Ashley Menzel: Live Die Repeat: Edge of Tomorrow (2014)

Sci-fi films have always been a favorite of mine, whether it is the imagination behind the story or the idea of escaping to another place, time, or world, I was fascinated. When Live Die Repeat was in theaters, Scott and I rushed to see it. Disappointed that there were only a few other people in the theater, we braced for the worst but were pleasantly surprised. I LOVE this movie. I can’t even tell you how entranced I was watching Tom Cruise and Emily Blunt on screen for almost two hours. It reinvigorated my excitement for sci-fi films in a world that was so overrun by superhero films every single year.

Gabriel Alcantara: Independence Day (1996)

Yup, my pick is good ol’ ID4 from 1996. I don’t care what anybody says; this flick is a classic because it gave me that definitive blockbuster experience that I’ll never forget. It started with the marketing. I still vividly remember seeing posters in December of 1995 that simply had an alien ship hovering over Planet Earth with the logo “ID4”. My father and I had a very enthusiastic response after seeing the first teaser trailer with the now-iconic shot of an alien ship destroying the White House. A few months before its release, a rep from 20th Century Fox visited my high school for Career Day to show off the official trailer and to hand out official posters. Yes, I got one. I remember watching all of the behind the scenes specials and interviews that only escalated my anticipation. Then finally, the day came when my family and I went to the best theater near us to witness this massively hyped film.

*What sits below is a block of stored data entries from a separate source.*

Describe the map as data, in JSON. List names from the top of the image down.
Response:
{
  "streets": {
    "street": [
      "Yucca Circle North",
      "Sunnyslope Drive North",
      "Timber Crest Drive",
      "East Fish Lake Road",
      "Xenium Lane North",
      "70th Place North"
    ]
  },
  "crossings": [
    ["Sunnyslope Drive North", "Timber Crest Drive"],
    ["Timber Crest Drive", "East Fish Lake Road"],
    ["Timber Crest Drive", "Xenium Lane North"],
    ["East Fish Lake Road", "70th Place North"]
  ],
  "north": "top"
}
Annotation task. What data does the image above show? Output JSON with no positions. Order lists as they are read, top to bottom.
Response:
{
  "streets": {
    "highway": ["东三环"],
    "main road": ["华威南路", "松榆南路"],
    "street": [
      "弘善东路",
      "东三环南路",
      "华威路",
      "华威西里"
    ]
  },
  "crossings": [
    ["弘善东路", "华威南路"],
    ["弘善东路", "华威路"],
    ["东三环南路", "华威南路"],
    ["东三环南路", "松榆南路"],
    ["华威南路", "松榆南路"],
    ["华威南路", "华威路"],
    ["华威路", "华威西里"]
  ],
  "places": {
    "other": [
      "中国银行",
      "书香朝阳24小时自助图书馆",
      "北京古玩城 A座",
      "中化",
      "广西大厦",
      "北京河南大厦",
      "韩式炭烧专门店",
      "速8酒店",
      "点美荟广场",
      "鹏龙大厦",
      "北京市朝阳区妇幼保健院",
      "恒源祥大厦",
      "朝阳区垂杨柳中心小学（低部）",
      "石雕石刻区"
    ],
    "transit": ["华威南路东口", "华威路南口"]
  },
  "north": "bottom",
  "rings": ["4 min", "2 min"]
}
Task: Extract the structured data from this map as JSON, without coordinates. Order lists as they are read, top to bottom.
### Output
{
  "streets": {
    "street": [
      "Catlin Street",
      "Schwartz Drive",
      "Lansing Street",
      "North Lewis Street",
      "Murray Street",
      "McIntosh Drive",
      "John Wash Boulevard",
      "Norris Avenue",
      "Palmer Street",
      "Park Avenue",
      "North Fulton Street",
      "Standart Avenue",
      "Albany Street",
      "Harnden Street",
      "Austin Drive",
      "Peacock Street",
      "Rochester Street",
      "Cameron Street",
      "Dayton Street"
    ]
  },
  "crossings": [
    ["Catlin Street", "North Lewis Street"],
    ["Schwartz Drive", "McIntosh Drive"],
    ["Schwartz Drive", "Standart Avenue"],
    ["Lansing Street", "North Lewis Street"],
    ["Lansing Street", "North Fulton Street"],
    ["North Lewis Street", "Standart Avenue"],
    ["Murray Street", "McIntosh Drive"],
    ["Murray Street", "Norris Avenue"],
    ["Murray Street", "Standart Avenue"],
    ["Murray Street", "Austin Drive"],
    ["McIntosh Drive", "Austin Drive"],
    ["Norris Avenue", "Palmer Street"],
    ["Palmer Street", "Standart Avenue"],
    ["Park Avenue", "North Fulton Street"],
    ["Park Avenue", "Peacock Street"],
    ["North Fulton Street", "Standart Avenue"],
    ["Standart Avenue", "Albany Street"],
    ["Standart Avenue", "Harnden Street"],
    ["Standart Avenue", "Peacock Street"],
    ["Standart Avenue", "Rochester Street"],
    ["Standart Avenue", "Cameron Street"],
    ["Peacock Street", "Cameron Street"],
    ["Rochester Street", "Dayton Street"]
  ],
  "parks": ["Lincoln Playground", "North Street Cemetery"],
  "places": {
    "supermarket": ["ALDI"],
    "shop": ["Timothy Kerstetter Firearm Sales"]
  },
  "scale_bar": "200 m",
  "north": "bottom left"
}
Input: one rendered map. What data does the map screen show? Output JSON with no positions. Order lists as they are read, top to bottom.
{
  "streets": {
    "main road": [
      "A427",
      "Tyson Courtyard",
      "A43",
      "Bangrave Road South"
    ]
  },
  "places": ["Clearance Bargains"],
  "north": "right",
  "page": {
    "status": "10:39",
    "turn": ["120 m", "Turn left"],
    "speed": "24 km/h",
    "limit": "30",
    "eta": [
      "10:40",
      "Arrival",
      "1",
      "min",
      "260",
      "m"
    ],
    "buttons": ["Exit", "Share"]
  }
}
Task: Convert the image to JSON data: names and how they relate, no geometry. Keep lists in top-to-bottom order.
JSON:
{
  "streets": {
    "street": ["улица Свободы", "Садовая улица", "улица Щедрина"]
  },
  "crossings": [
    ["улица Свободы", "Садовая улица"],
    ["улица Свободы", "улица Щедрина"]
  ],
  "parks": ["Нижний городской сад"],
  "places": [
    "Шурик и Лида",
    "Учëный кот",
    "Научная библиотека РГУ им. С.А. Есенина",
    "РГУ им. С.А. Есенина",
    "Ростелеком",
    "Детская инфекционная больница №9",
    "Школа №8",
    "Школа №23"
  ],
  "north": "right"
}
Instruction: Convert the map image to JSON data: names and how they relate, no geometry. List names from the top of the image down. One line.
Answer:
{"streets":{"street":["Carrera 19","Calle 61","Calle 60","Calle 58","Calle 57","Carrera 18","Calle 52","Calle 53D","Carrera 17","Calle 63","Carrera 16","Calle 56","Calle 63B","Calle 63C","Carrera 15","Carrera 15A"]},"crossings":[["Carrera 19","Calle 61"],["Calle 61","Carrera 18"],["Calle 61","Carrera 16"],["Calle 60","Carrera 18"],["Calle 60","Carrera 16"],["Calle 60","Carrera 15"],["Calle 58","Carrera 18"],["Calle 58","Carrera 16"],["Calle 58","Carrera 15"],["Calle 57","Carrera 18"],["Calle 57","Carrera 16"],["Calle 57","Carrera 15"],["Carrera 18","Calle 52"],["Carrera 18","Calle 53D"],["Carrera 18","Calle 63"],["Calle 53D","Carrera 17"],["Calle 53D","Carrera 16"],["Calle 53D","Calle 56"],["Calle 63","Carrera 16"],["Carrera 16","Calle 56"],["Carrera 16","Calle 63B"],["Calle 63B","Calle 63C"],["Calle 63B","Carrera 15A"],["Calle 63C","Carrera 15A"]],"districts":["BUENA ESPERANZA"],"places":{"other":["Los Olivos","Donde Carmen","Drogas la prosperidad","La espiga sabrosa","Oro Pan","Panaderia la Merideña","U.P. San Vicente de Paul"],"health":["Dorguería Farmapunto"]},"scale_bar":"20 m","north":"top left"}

It was well worth the wait. I still remember the audience cheering, gasping, laughing, crying; it was unlike anything many of us had ever seen. The groundbreaking special effects, the colorful characters, the spectacular dogfight sequences, the score, the emotion, the quotable lines; it felt like the complete theater going package. I didn’t want it to end. The movie was a phenomenon of its time. It made Will Smith a genuine movie superstar. It broke box office records. People wouldn’t stop talking about it. I wouldn’t stop talking about it. The VHS sales were huge too. ID4 felt like the biggest movie ever made. Every time I watched the film, I was reminded of the grand experience I had in the theater with that enthusiastic audience. Now although there came a time when I eventually got tired of watching it every 4th of July, that sense of blockbuster goodness the film held never went away. Many blockbusters obviously came before ID4 and afterward, but it was the first time I truly understood the idea and the glorious nature of the Summer Movie Blockbuster. Kick the tires and light the fires!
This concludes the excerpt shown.